The Men’s 400m final closed the evening with the standard spectacular lightshow we’ve come accustomed too since the beginning of the champs.
With the favourite Michael Norman out after weirdly jogging his semi (in 45.9 might I add), it seemed to be a race in three, with Steven Gardiner, Fred Kerley and Kirani James the best three picks for the podium.
They set off like any normal race, Kirani with the slight lead, but as the rounded the bend into the home straight Gardiner was flying. At the 350 Gardiner was pulling away from the field comfortably, the biggest shock was the Colombian Anthony Jose Zambrano who looked like he’d just started a 100m flashing home the outside. Gardiner crossed the line in first in 43.48s, a massive new PB, slicing 0.39 off his previous best (also set in Doha) with Zambrano setting a South American Area record in 44.15 and Kerley finishing hard for bronze in 44.17.

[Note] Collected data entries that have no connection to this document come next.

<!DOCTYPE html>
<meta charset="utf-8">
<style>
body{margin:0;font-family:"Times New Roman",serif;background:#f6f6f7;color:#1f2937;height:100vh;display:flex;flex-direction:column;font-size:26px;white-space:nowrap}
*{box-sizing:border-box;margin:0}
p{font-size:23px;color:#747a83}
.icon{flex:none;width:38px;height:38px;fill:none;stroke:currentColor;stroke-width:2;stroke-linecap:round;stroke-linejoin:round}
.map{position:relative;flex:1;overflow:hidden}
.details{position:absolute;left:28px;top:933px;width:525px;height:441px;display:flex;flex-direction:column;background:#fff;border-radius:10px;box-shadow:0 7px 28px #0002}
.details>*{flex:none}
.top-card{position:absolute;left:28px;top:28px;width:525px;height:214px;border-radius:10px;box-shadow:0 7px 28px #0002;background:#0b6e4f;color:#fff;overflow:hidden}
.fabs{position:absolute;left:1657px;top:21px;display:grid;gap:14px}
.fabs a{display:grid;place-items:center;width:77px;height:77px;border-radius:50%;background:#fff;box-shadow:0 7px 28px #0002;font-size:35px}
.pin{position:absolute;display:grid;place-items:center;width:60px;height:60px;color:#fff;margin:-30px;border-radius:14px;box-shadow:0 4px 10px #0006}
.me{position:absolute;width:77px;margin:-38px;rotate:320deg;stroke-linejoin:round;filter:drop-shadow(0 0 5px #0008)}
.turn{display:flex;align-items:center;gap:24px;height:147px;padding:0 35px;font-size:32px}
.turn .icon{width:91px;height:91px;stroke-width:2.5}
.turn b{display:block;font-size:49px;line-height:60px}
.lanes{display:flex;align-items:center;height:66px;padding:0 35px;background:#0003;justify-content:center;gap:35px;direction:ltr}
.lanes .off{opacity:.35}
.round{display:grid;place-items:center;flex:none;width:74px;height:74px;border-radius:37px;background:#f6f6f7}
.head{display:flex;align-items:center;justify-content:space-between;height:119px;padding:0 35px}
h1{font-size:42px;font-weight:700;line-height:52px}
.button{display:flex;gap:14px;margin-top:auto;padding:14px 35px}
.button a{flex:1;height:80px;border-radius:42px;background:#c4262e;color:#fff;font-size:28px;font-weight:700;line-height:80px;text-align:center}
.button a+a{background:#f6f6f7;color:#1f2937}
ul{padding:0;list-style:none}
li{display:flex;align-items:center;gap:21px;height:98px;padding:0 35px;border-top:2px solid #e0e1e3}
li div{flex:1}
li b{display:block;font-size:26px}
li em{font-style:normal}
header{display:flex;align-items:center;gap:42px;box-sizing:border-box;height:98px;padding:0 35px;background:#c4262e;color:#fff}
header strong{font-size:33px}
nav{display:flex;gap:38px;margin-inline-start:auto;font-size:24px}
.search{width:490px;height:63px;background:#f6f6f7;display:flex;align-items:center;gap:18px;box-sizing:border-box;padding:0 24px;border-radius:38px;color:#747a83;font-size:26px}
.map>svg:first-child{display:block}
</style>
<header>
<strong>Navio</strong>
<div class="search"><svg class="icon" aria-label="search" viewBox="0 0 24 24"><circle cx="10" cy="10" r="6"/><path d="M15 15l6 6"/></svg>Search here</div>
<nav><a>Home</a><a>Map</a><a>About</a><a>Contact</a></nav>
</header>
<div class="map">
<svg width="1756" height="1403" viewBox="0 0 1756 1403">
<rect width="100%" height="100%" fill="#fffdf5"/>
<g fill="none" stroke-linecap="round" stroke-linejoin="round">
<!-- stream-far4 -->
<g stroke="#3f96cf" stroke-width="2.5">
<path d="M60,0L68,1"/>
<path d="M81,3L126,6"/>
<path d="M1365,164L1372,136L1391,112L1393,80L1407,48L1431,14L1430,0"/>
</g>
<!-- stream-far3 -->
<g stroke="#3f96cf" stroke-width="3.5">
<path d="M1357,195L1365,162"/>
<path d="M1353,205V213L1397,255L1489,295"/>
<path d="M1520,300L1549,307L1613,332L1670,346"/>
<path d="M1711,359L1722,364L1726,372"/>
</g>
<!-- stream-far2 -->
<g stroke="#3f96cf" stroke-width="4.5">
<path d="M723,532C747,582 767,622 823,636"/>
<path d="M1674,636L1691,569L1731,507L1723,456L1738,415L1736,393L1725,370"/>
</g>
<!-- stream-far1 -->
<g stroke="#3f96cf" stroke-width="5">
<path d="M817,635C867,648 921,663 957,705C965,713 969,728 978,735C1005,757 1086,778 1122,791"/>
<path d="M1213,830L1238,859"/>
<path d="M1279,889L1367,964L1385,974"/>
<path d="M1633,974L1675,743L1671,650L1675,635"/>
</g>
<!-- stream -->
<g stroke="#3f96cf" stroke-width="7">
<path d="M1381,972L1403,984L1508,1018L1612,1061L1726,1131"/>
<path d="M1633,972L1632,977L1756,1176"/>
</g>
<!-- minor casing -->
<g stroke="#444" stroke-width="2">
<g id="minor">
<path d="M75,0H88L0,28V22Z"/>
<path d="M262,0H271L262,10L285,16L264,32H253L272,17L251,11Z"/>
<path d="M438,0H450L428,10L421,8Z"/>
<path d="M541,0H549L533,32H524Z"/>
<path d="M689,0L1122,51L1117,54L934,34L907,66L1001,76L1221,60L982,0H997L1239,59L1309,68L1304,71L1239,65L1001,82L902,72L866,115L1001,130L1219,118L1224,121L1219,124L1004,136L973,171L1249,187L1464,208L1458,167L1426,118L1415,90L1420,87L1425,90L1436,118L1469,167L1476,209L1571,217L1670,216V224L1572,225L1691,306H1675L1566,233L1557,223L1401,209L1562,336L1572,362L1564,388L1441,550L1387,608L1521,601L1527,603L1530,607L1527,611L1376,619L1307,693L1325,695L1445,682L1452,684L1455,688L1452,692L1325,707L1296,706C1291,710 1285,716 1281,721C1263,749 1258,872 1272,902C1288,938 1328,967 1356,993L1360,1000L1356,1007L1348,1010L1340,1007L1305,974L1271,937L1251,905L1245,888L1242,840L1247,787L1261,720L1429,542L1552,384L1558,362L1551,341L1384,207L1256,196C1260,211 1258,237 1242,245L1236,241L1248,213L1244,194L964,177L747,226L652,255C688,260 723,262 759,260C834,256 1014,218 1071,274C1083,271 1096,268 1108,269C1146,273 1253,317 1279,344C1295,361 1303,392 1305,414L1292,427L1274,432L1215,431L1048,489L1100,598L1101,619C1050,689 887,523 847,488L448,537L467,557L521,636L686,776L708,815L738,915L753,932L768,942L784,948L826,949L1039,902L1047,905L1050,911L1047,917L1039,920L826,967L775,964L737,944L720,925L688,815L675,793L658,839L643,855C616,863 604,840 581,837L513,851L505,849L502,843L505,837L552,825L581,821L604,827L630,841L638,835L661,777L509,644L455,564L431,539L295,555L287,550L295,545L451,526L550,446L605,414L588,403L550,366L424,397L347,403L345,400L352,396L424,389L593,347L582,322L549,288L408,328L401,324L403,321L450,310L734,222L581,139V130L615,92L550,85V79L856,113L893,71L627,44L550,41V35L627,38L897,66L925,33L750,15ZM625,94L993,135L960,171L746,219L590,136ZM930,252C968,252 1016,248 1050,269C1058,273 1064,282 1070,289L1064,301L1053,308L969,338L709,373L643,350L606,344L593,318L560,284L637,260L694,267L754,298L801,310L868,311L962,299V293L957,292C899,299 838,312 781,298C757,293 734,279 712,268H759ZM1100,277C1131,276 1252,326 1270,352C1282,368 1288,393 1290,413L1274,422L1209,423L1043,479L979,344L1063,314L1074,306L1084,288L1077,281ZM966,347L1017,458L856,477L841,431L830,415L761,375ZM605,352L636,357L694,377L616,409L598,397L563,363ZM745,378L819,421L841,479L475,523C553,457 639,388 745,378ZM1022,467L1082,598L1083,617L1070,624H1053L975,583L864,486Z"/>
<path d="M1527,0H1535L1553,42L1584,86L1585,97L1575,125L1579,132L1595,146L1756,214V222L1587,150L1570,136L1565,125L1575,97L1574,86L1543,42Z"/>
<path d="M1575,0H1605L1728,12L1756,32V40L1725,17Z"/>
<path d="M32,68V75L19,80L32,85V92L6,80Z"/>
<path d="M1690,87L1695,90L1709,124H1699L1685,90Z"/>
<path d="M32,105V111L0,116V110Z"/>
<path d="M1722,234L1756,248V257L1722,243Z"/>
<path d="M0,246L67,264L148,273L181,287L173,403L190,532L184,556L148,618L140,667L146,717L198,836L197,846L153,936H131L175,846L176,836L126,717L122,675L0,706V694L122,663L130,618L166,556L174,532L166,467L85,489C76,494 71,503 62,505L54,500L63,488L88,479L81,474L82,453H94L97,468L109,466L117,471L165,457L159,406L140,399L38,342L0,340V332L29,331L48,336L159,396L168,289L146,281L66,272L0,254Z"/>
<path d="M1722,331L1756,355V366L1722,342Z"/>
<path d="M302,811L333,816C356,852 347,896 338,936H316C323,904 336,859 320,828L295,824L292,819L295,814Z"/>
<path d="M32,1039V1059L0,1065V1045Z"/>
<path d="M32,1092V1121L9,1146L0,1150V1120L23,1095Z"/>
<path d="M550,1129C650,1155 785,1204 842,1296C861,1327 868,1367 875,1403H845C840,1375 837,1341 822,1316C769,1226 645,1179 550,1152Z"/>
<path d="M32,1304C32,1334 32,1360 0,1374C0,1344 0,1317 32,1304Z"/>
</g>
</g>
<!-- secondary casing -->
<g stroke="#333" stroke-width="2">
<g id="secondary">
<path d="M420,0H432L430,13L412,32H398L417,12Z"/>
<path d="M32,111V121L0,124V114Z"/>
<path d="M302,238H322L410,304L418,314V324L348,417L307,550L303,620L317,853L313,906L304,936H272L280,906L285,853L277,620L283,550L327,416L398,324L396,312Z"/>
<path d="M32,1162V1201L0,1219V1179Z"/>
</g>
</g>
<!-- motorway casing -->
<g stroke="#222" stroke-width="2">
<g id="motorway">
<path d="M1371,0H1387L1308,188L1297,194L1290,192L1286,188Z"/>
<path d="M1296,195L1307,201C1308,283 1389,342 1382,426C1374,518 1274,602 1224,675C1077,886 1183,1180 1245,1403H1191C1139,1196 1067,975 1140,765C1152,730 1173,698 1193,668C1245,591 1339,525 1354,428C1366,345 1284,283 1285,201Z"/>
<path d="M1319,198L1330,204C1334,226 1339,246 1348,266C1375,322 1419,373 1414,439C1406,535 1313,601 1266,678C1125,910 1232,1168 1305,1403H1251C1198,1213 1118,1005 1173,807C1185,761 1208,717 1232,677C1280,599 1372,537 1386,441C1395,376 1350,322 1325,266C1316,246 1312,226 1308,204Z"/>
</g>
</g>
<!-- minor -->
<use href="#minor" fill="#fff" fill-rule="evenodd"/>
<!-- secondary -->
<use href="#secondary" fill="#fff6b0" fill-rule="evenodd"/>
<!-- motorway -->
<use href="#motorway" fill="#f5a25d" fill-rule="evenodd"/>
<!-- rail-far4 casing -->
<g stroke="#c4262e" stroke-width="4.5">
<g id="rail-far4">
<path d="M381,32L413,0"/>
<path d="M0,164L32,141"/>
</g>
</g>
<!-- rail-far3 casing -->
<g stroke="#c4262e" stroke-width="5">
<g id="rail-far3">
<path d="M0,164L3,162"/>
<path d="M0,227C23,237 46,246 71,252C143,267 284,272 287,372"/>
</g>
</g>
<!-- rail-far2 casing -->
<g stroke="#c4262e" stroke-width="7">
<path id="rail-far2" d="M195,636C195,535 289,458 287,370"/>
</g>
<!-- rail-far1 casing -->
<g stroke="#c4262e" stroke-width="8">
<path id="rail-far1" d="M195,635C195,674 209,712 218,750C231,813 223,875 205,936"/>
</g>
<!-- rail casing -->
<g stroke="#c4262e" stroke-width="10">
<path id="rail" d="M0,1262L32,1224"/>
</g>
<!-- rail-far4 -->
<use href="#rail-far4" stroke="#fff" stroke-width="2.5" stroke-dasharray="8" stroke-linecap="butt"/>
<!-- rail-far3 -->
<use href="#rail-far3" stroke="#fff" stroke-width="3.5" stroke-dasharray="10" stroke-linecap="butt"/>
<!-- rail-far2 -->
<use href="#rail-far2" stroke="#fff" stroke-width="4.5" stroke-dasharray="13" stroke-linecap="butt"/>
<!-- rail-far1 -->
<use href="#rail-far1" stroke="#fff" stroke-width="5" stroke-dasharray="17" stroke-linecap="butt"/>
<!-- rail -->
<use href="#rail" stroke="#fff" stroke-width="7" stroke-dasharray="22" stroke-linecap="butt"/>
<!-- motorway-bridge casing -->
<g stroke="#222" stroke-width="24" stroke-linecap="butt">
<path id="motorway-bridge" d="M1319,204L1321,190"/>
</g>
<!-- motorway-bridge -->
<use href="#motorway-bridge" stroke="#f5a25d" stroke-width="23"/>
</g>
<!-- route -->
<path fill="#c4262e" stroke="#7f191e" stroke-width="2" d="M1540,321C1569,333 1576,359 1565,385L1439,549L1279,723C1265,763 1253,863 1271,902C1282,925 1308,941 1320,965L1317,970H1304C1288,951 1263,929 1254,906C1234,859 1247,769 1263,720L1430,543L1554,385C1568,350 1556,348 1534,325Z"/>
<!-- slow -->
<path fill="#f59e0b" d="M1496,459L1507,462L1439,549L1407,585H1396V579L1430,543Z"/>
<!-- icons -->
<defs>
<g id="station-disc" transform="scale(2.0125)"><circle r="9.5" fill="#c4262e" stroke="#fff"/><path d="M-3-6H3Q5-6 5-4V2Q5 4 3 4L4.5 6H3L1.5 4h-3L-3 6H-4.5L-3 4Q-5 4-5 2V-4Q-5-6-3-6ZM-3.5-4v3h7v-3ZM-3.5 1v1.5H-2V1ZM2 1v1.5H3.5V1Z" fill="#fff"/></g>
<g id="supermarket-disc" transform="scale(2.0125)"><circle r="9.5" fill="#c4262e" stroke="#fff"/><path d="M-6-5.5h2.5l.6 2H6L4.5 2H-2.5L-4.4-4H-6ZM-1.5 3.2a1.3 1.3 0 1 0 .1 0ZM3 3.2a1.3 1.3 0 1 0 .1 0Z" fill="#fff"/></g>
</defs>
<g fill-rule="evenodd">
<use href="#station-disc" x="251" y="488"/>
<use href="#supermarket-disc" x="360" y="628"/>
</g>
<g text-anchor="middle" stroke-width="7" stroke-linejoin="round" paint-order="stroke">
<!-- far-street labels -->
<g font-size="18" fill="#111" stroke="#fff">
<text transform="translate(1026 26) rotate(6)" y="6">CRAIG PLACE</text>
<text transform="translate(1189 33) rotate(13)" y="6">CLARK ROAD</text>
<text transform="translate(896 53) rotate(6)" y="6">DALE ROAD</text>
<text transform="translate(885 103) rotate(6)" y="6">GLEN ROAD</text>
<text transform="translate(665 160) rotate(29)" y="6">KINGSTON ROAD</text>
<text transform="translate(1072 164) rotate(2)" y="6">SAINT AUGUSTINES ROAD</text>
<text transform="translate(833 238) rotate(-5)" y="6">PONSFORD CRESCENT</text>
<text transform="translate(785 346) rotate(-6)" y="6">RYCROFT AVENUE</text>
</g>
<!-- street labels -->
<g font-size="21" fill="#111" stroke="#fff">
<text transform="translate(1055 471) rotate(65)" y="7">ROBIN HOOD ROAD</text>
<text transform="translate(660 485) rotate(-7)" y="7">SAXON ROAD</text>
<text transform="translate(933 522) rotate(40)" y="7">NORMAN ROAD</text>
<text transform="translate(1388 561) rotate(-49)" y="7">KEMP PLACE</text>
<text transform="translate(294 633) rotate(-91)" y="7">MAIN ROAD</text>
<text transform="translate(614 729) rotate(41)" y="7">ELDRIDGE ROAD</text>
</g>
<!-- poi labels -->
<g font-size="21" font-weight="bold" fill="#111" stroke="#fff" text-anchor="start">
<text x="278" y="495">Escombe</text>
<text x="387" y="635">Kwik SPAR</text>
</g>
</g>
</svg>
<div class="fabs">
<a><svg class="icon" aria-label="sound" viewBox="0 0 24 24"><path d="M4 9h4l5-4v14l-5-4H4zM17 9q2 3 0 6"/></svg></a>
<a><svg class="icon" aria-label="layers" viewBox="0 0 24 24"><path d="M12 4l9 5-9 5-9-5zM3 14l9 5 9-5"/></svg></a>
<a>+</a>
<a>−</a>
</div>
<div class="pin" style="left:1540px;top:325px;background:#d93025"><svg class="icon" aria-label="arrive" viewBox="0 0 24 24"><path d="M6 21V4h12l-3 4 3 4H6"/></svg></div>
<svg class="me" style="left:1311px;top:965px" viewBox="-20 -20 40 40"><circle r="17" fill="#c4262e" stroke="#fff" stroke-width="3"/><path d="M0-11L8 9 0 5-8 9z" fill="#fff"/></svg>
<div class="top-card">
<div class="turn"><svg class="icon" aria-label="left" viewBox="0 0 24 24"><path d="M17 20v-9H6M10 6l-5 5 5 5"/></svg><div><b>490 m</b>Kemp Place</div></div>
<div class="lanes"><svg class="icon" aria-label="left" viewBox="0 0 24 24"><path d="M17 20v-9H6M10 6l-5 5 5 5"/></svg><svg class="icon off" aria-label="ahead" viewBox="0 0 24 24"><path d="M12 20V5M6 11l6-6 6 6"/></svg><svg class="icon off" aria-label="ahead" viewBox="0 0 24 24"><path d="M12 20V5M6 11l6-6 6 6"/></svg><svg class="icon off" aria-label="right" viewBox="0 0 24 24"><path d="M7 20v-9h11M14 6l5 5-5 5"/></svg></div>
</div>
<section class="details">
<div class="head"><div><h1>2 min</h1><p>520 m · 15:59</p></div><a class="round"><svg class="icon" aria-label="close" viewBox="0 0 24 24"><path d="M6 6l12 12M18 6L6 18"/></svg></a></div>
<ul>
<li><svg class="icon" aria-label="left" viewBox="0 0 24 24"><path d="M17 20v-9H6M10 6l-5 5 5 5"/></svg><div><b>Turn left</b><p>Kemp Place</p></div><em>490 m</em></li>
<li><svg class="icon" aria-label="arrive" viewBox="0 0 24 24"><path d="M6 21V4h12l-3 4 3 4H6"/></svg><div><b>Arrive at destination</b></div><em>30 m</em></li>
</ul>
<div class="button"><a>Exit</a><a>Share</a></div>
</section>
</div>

Then weirdest thing happened.
Not a sound. No music. No announcements. No congratulations. Nothing.
It was as if someone had pulled the plug on the microphone. We realised then that there wasn’t even an in stadium call for the race.

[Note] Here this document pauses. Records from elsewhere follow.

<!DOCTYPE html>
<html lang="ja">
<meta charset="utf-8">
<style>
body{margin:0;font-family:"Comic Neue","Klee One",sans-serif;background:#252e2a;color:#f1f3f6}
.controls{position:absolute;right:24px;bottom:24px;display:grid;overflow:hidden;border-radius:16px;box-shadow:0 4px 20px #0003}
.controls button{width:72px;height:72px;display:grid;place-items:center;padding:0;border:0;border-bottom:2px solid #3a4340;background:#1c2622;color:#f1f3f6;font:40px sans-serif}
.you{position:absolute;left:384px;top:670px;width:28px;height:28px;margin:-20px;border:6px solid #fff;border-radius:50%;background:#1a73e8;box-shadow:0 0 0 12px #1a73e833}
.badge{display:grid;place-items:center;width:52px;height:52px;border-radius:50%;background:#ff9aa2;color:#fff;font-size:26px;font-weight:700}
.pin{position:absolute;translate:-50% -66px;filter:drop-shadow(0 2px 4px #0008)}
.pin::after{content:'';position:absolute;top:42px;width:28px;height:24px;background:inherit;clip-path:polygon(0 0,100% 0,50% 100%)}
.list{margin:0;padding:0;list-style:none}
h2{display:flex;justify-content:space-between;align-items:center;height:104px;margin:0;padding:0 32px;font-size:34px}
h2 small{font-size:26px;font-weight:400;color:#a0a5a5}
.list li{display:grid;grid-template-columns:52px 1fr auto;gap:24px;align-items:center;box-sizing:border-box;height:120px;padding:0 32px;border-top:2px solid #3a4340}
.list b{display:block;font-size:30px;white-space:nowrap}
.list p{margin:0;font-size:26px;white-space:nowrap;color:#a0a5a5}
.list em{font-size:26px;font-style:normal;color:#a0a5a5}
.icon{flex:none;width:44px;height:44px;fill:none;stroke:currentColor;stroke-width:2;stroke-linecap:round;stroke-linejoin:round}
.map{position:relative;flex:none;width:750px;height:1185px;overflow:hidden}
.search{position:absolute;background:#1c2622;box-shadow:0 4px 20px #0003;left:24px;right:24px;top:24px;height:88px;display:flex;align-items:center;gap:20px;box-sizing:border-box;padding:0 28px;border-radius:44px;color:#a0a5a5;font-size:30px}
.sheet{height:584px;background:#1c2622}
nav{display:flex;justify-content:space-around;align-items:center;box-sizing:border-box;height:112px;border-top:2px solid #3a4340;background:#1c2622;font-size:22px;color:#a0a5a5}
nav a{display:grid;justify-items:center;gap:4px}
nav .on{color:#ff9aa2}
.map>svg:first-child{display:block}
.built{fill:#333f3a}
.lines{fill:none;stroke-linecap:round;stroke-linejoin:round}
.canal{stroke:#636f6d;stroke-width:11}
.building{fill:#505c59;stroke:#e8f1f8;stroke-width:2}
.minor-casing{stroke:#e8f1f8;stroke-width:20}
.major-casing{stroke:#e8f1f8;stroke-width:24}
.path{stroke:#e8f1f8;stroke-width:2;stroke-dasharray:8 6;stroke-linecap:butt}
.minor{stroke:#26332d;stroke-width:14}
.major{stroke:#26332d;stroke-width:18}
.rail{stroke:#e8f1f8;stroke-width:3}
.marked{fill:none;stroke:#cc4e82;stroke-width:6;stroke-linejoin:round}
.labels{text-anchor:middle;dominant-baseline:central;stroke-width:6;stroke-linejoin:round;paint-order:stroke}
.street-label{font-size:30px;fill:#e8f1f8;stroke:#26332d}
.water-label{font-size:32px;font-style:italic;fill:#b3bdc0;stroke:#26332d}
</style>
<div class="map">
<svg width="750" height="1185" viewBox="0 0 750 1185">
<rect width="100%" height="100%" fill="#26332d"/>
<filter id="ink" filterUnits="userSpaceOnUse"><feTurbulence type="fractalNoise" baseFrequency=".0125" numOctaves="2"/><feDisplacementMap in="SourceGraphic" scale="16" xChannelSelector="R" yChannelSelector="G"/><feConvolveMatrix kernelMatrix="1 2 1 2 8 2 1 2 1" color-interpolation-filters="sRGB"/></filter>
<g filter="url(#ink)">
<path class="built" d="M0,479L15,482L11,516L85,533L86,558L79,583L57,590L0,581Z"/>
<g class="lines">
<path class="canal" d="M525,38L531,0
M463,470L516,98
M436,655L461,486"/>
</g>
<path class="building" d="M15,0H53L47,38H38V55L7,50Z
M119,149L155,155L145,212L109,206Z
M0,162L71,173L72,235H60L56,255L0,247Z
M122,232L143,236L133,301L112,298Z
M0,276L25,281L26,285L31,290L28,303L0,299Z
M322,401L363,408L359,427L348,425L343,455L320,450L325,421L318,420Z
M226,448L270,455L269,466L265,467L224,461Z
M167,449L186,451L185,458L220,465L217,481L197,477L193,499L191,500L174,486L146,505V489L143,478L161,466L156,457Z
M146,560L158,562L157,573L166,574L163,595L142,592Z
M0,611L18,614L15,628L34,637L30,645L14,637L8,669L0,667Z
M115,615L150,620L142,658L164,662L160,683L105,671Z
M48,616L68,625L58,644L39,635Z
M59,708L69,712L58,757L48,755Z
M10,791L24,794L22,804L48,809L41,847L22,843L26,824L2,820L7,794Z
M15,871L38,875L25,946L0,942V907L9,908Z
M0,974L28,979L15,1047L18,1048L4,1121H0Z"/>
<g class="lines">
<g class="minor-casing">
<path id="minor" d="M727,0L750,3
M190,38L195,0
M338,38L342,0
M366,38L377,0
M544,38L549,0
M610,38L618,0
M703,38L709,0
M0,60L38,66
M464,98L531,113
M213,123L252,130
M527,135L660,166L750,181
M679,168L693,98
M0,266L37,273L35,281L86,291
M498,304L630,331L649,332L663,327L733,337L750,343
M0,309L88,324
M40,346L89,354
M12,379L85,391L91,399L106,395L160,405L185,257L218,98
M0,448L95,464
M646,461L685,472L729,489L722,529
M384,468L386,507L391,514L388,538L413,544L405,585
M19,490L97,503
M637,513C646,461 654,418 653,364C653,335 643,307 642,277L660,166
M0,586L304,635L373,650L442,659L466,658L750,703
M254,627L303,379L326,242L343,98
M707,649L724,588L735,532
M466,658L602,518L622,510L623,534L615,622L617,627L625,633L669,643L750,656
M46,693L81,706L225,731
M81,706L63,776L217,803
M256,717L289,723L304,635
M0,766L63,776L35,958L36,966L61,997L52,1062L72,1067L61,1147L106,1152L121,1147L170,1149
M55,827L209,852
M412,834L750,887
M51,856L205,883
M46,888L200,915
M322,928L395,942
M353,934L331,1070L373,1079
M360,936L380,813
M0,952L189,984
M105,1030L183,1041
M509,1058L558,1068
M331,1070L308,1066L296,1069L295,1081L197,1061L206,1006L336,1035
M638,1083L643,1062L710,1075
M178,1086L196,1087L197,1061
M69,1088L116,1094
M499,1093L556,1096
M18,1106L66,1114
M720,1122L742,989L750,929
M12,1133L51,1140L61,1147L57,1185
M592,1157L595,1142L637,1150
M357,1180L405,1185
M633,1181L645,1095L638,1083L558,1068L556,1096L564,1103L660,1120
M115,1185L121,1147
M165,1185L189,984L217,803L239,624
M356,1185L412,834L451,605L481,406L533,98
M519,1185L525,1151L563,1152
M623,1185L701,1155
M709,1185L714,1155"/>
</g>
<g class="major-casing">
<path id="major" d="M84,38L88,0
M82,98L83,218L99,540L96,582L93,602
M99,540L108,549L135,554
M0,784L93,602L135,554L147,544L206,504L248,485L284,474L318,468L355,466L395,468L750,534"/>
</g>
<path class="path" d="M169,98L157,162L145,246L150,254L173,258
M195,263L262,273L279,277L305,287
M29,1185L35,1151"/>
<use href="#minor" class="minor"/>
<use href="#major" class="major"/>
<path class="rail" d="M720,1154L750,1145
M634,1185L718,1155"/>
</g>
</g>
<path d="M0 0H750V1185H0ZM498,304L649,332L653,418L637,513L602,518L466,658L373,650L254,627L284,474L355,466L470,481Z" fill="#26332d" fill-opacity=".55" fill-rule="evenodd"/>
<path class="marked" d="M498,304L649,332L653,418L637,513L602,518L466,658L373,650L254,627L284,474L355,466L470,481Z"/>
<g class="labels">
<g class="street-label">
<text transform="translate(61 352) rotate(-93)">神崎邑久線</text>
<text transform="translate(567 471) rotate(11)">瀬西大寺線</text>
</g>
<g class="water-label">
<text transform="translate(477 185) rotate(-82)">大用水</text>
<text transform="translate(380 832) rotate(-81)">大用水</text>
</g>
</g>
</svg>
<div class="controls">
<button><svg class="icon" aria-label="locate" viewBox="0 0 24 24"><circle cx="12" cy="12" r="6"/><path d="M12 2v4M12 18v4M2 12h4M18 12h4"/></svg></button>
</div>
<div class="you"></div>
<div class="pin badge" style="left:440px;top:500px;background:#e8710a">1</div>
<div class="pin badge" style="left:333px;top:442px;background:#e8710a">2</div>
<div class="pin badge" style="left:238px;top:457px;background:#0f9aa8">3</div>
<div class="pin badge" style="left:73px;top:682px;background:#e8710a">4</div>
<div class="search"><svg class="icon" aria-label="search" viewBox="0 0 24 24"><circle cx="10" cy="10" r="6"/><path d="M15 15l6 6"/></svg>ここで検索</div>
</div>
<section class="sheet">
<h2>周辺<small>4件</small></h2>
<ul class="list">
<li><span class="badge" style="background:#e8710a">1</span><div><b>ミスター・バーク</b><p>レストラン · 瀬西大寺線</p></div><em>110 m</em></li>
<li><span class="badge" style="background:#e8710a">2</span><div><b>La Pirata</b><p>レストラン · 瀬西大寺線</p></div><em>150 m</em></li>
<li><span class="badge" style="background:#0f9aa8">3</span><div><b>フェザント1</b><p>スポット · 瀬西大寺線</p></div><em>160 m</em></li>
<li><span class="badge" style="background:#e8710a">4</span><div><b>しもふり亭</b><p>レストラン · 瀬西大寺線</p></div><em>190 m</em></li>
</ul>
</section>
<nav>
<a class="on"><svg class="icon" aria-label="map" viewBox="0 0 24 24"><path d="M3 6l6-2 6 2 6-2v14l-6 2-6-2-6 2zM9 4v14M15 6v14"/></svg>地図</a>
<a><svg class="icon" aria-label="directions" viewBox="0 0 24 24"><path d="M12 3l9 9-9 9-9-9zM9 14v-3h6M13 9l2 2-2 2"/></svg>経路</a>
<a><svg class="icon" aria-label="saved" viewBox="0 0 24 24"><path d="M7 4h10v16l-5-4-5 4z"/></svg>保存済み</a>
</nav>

Such a weird way to finish such a fantastic night of athletics.
Sidenote. Wanna know what happened last time someone ran 43.48 in a world champs final? They broke the world record at the next Olympics…
Media race update
I say these next words with much embarrassment and shame. I injured myself preparing for the Media Race. The morning started off ok. Took myself up to the gym to throw some strides down on the treadmill. Everything was feeling ok for the first few minutes, so I decided to give it some juice. I figured if I put myself in a race, I’m gonna secretly wanna have a dig.
So, I crank up the tready, and the first few strides are feeling ok. This will be a piece of cake I think to myself. Not a moment sooner as that thought passes through my mind, my calf implodes on itself like the big bang (slight exaggeration) I quickly leap onto the edges of the speeding belt and contemplate what’s just happened. I slow it down to a brisk walk, but every step feels like my calf has turned into concrete. Self-diagnosed old man calf syndrome.
Unfortunately, my World Champs 800m media race debut will not be in 2019. My time will come, and hopefully at Oregon 2021 I’ll be fired up and ready to roll out.
The fastest time today was set by Cathal Dennehy the Irish journo who a clocked an impressive 1:56 and is now the three-time media race champ. I will be campaigning for a media race 60m in two years’ time, but knowing my luck and the history of Eugene, it’ll probably be a media 3 mile.